## Records provided
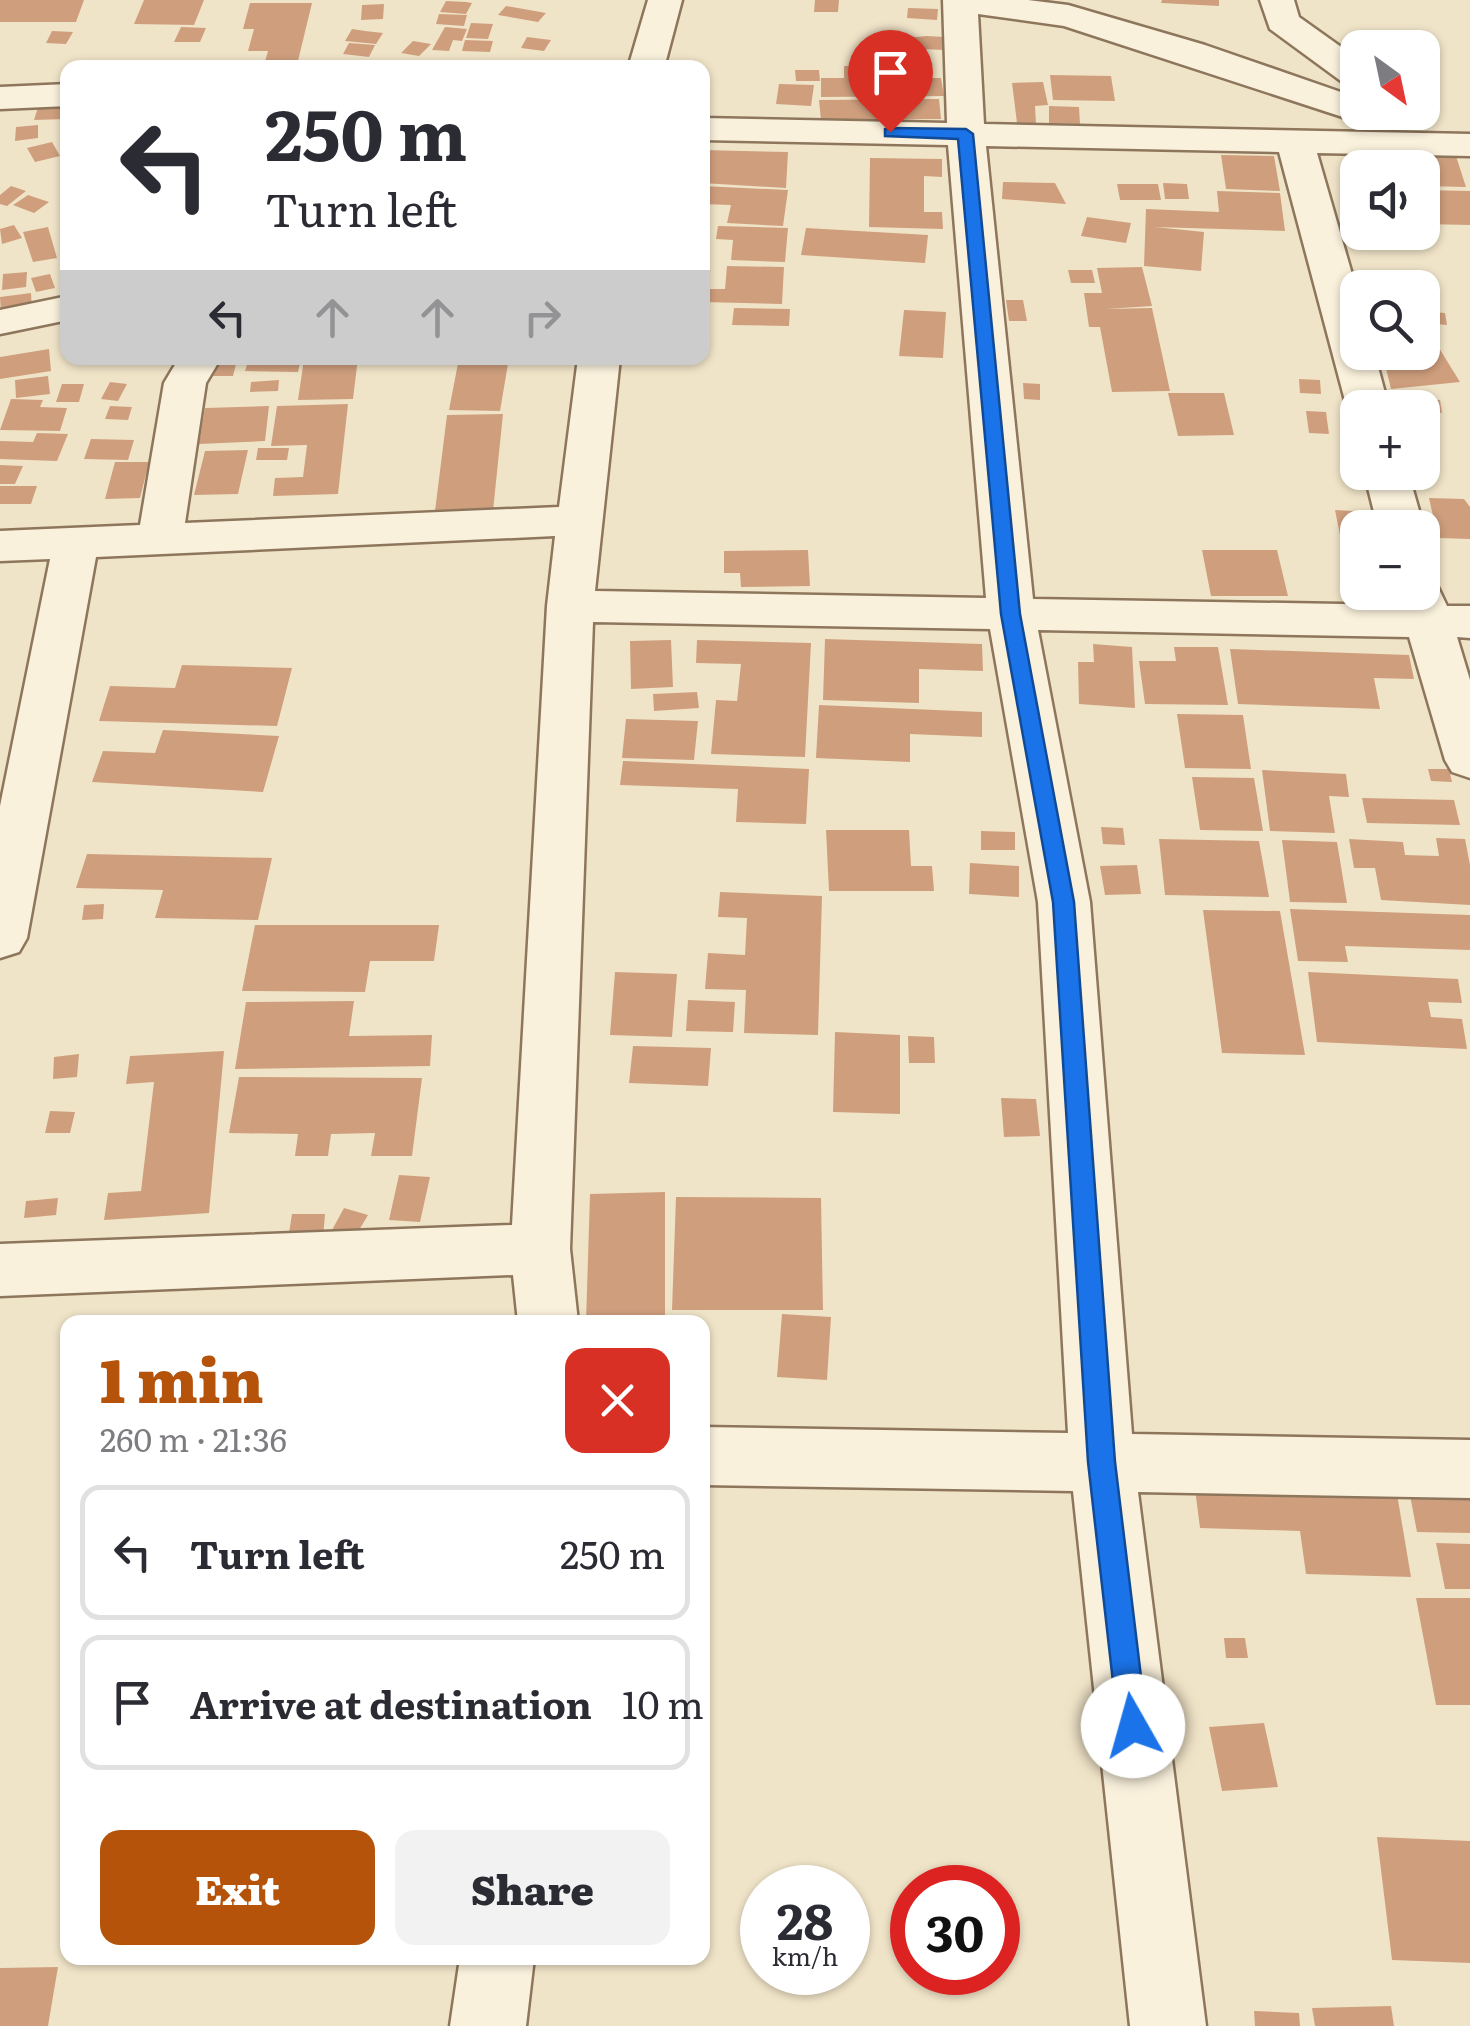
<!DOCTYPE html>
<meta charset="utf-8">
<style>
:root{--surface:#fff;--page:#f2f2f3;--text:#2b2b33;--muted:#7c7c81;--line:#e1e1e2;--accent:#b45309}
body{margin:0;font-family:Literata,serif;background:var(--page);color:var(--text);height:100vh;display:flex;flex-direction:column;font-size:38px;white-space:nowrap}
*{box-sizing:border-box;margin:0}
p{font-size:32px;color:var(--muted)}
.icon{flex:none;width:55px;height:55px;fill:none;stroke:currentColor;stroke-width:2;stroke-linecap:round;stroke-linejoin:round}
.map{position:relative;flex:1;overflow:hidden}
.drawer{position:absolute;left:60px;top:1315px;width:650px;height:650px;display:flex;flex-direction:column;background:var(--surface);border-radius:20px;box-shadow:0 2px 8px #0004}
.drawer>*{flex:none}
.top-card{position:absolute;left:60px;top:60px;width:650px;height:305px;border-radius:20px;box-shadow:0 2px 8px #0004;background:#fff;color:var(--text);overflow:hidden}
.needle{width:65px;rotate:147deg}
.tools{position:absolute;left:1340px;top:30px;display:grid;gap:20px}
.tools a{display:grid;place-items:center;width:100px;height:100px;border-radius:20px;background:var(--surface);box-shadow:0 2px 8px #0004;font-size:50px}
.speed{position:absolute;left:740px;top:1865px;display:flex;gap:20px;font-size:50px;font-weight:700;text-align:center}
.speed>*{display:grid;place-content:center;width:130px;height:130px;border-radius:50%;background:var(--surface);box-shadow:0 2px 8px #0004;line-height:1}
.speed small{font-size:25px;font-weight:400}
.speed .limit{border:15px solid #d22;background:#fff;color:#111}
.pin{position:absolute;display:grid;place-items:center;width:85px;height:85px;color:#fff;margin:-102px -42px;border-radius:50% 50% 50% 0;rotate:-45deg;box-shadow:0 0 10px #0007}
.pin .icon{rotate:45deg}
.me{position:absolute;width:110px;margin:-55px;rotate:353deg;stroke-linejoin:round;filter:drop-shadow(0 0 8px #0008)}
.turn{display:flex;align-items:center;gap:35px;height:210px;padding:0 40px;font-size:45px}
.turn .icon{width:130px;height:130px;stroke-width:2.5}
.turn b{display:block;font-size:70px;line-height:85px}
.lanes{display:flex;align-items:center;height:95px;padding:0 40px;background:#0003;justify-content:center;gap:50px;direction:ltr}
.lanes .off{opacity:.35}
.round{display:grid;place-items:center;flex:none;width:105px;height:105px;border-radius:20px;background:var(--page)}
.overview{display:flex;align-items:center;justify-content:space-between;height:170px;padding:0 40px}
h1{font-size:60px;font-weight:800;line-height:75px;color:var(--accent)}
.primary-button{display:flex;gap:20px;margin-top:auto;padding:20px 40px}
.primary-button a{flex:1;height:115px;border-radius:20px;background:var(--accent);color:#fff;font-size:40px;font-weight:800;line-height:115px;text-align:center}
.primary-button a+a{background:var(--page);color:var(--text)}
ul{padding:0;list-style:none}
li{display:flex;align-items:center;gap:30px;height:135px;margin:0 20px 15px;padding:0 20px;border:5px solid var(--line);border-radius:20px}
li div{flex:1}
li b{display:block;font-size:38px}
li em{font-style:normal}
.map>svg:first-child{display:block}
.building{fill:#cf9f7d}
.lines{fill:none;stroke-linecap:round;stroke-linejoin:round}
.street-casing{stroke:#8d765c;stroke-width:5}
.street{fill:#faf1dc;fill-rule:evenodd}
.route{fill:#1a73e8;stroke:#114b97;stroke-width:2.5}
</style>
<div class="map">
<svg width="1470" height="2026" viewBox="0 0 1470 2026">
<rect width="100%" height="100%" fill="#f0e4c8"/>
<path class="building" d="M0 0H84L76 22H0Z
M144 0H204L194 25 134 24Z
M815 0H839L838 12H814Z
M1162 0H1219V6L1161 3Z
M446 1 466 2 472 3 466 14 440 12Z
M250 3H312L297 65H264L268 51H248L254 29H243Z
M384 4 383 19 361 20 362 5Z
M506 6 546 13 538 22 498 15Z
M908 8 938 9 937 20 907 18Z
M439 14 467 15 464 26 436 24Z
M471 23 493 24 488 39 466 38Z
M181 27 206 28 200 42H174Z
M445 27 467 29 462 41 453 40 449 51 432 50Z
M352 29 365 31 383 33 376 44 345 41Z
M52 31 73 32 66 44 46 43Z
M927 36 945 37 944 50 904 48 905 38Z
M527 37 551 40 544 51 521 48Z
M872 38 898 39 897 52 920 53V64L883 63V51H871Z
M465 40 493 41 490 52 462 51Z
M413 41 431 44 419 56 401 53Z
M349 43 375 45 369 57 343 54Z
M844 66H861L863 78H941L944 96 821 97V78H844Z
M882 67H910L911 76 884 77Z
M795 70H819L820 81H796Z
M1050 75 1111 76 1115 101 1053 100Z
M1043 82 1048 105 1035 106 1036 124 1017 123 1012 83Z
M779 84 814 85 811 106 776 104Z
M939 99 941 119 821 120 819 100Z
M39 104H68L66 119 34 120Z
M1049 106 1079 107 1080 124 1049 123Z
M38 125V138L15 141 16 127Z
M52 142 60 156 35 162 27 148Z
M702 150 788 152 786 188 702 183Z
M1360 152 1455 153 1466 187 1422 186V168H1364Z
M1221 155 1274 156 1280 191 1226 189Z
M870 158 942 159V177L924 176V212H942L943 229 869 227Z
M1003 182 1055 183 1066 204 1002 199Z
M1163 183 1187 184 1189 199H1165Z
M1117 184H1158L1161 200H1120Z
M11 186 26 191 7 206 0 204V195Z
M702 186 788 190 783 226 727 223 731 205 702 204Z
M1422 190 1470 191V225L1422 224Z
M1217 191 1280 193 1285 231 1155 227 1204 232 1201 271 1144 266 1146 209 1219 212Z
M28 195 49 202 34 213 13 205Z
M1087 217 1131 223 1126 243 1081 236Z
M14 225 22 238 2 244 0 229Z
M718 226 788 228 785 262 731 260 733 240 716 239Z
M48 227 57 258 33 262 23 232Z
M806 228 928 235 925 263 801 255Z
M727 266 784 267 782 304 702 302V289H725Z
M1142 267 1152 306 1106 309 1152 308 1170 391 1112 392 1100 327H1089L1084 293H1102L1097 268Z
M1068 270H1092L1095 283H1071Z
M27 272 26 287 2 290 3 274Z
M50 274 55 288 36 292 31 278Z
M31 293 32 309 1 313 0 297Z
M1006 300H1023L1027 321H1009Z
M734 308 790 309 789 326 732 325Z
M904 310 946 312 943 358 899 356Z
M1422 311 1445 313 1447 325 1424 323Z
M1439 348 1460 382 1391 389 1382 352H1422Z
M49 349 51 371 0 379V357Z
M249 358H301L298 372 245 371Z
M358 358 353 399 298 400 304 359Z
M459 358H509L500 411 449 410Z
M217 364H236L233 376H213Z
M48 376 50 394 16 398 15 380Z
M1299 379 1320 380 1321 394 1300 393Z
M279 380 278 391 250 392 251 382Z
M110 382 127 384 118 401 101 399Z
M1023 383 1040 384V400L1024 399Z
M62 384H84L79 402H56Z
M1168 393H1224L1234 435 1178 436Z
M1398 398 1440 400 1442 413 1400 408Z
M11 399 43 400 40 407 67 408 60 431 0 430Z
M348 404 338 494 273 496 275 478 303 477 307 445 271 446 277 406Z
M110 406 132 407 128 420 105 419Z
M269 406 265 441 199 444 205 408Z
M1306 411 1326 412 1329 434 1309 433Z
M503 414 493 511H435L447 415Z
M37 433 68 434 57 461 0 459V441L33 442Z
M91 439 134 440 128 460 84 459Z
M258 448H289L287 460H256Z
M248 450 238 494 194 495 205 451Z
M115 462H149L140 498 105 499Z
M0 465 23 466 15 484H0Z
M0 486H37L31 504H0Z
M1429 498 1464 499 1470 507V539L1438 538Z
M1335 510 1353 511 1358 535H1340Z
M808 550 810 586 741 587 740 573H724V551Z
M1202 550H1277L1288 596H1211Z
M825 639 982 644 983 671 919 669V703L823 700Z
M671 640 673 687 631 689 630 641Z
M697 640 811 643 805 757 711 754 716 700 737 701 741 664 696 663Z
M1093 644 1132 647 1135 708 1079 704 1078 662H1094Z
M1174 647H1218L1228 705 1145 704 1139 661H1176Z
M1230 649 1409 655 1414 679 1374 678 1380 709 1238 704Z
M182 665 292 668 277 726 99 721 110 686 175 688Z
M697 692 699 708 654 711 653 694Z
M819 705 982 712V737L910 734V762L816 758Z
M1177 714 1243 715 1251 769 1185 768Z
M626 719 698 721 694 760 622 758Z
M163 730 279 736 263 792 92 782 103 751 155 753Z
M623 761 809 769 806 824 736 822 738 789 620 785Z
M1428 769H1449L1452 782 1431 781Z
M1262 770 1346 774 1349 797 1329 796 1335 833 1270 831Z
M1192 777 1254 778 1263 831 1200 830Z
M1362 798 1454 800 1460 825 1367 823Z
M1101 827 1123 828 1125 845 1103 844Z
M826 830H909L911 866H932L934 891H829Z
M981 831 1015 832V850H981Z
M1436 838 1465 839 1470 865V905L1381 900 1375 868H1354L1349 839 1403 842 1405 855 1439 856Z
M1159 839 1259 841 1269 897 1165 895Z
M1282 840 1337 842 1347 903 1290 902Z
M87 854 272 858 258 920 155 918 163 890 76 888Z
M970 863 1019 866V897L969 894Z
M1137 865 1141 894 1105 895 1100 866Z
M720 892 822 896 818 1035 744 1033 746 990 705 989 708 953 745 955 747 918 718 917Z
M104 904 103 919 82 920 84 905Z
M1290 909 1470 915V950L1345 946 1348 962 1298 961Z
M1203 910 1280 911 1305 1055 1222 1053Z
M255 925H439L434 961H370L365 992 242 991Z
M615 972 677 974 672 1037 610 1035Z
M1308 972 1458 979 1462 1003 1428 1002 1431 1017 1462 1019 1467 1049 1317 1042Z
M688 1000 735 1002 733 1032 686 1031Z
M354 1001 349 1036 432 1035 430 1066 235 1069 246 1002Z
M835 1032 900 1035V1114L833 1112Z
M908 1036 934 1037 935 1063H909Z
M633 1046 711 1048 708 1086 629 1083Z
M224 1051 209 1213 104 1220 108 1193 141 1191 154 1082 126 1084 130 1056Z
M79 1054 77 1077 53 1079 54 1057Z
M239 1077 422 1078 412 1156H371L375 1133 331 1134 328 1156H295L298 1134 229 1133Z
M1001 1098 1036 1099 1040 1136 1004 1137Z
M50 1111 75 1112 70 1133H45Z
M399 1175 430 1177 420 1222 389 1220Z
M665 1192V1322H586L590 1194Z
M676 1197 821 1198 823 1310H672Z
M58 1198 56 1215 24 1218 26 1201Z
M344 1208 368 1215 355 1237 332 1230Z
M292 1214H325L323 1238 288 1239Z
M782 1314 831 1317 827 1380 777 1377Z
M1408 1485H1470V1533L1417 1532Z
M1195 1489 1397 1494 1411 1577 1306 1574 1300 1531 1200 1528Z
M1436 1543 1470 1544V1589H1445Z
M1416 1598H1470V1705H1436Z
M1224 1638H1245L1248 1658H1226Z
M1264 1723 1278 1787 1222 1791 1209 1727Z
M1377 1837 1470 1841V1963L1392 1960Z
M58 1967 48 2026H0V1968Z
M1391 2006 1394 2026H1315L1312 2008Z
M1254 2011 1299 2013 1300 2026H1255Z"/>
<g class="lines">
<defs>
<path id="street" d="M648 0H682L664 68H628Z
M943 0H1028L1068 5 1205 45 1358 98V112H1375L1371 119 1358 122 1064 26 978 14 984 124 1470 134V156L1317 153 1358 295V352H1374L1389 408H1358V418L1347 408 1279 152 986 146 1033 599 1400 605 1396 592H1422V578L1435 581 1447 606H1470V638L1457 637 1470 680V778L1452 772 1445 760 1409 637 1038 630 1090 902 1132 1434 1470 1440V1498L1138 1492 1206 2026H1130L1073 1491 702 1485V1427L1068 1433 1038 902 990 629 593 622 570 1249 578 1322H518L513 1275 0 1296V1244L512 1225 547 606 555 536 96 557 27 938 19 952 0 958V806L50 559 0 561V531L140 525 164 383 179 358H221L206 383 185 523 559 507 578 358H620L595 591 986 598 948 145 702 140V118L947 123Z
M1260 0H1294L1299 17 1358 59V87L1345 84 1270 29Z
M68 84V106L0 109V87Z
M68 296V320L0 334V310Z
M1364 472H1408L1424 528 1422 530 1378 528Z
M460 1958H534L526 2026H450Z"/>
</defs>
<use href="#street" class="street-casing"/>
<use href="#street" class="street"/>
</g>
<path class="route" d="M890 128 966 129 973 134 1020 614 1074 902 1115 1462 1147 1726 1143 1735 1133 1739 1123 1735 1118 1726 1088 1462 1053 902 1001 614 958 139 885 136V129Z"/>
</svg>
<div class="tools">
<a><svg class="needle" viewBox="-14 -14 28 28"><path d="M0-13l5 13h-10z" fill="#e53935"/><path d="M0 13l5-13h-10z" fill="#7c7c81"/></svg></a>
<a><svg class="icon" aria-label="sound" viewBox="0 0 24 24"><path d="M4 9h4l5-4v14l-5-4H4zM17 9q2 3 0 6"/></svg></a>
<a><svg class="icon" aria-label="search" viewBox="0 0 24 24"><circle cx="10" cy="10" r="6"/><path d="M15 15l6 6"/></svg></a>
<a>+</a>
<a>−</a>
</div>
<div class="speed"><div>28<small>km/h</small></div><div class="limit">30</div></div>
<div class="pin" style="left:890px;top:132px;background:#d93025"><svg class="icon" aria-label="arrive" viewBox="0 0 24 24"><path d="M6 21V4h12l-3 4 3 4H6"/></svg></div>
<svg class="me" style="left:1133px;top:1726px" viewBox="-20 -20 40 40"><circle r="19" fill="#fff"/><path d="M0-13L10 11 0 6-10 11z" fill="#1a73e8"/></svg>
<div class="top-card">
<div class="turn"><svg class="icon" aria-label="left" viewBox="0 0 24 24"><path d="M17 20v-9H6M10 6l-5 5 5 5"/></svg><div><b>250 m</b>Turn left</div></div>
<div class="lanes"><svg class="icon" aria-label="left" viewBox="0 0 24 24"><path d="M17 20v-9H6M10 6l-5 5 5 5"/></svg><svg class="icon off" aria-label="ahead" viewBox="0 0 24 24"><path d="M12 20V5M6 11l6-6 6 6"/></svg><svg class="icon off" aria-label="ahead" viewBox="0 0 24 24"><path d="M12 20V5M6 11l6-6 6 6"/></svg><svg class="icon off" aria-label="right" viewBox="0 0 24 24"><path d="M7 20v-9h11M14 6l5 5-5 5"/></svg></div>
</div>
<section class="drawer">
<div class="overview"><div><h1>1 min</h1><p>260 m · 21:36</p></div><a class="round" style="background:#d93025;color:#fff"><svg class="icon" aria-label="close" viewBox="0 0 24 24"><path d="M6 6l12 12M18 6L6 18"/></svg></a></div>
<ul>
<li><svg class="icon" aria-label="left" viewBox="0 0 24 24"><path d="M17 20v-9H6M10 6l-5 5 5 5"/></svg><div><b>Turn left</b></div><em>250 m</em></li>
<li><svg class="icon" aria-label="arrive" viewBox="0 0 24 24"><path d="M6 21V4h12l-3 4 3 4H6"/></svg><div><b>Arrive at destination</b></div><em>10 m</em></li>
</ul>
<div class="primary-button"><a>Exit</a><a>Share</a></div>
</section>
</div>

## Exercise aim
When a line of the records has the word "shadow", pick it out and copy it.

## Task output
.drawer{position:absolute;left:60px;top:1315px;width:650px;height:650px;display:flex;flex-direction:column;background:var(--surface);border-radius:20px;box-shadow:0 2px 8px #0004}
.top-card{position:absolute;left:60px;top:60px;width:650px;height:305px;border-radius:20px;box-shadow:0 2px 8px #0004;background:#fff;color:var(--text);overflow:hidden}
.tools a{display:grid;place-items:center;width:100px;height:100px;border-radius:20px;background:var(--surface);box-shadow:0 2px 8px #0004;font-size:50px}
.speed>*{display:grid;place-content:center;width:130px;height:130px;border-radius:50%;background:var(--surface);box-shadow:0 2px 8px #0004;line-height:1}
.pin{position:absolute;display:grid;place-items:center;width:85px;height:85px;color:#fff;margin:-102px -42px;border-radius:50% 50% 50% 0;rotate:-45deg;box-shadow:0 0 10px #0007}
.me{position:absolute;width:110px;margin:-55px;rotate:353deg;stroke-linejoin:round;filter:drop-shadow(0 0 8px #0008)}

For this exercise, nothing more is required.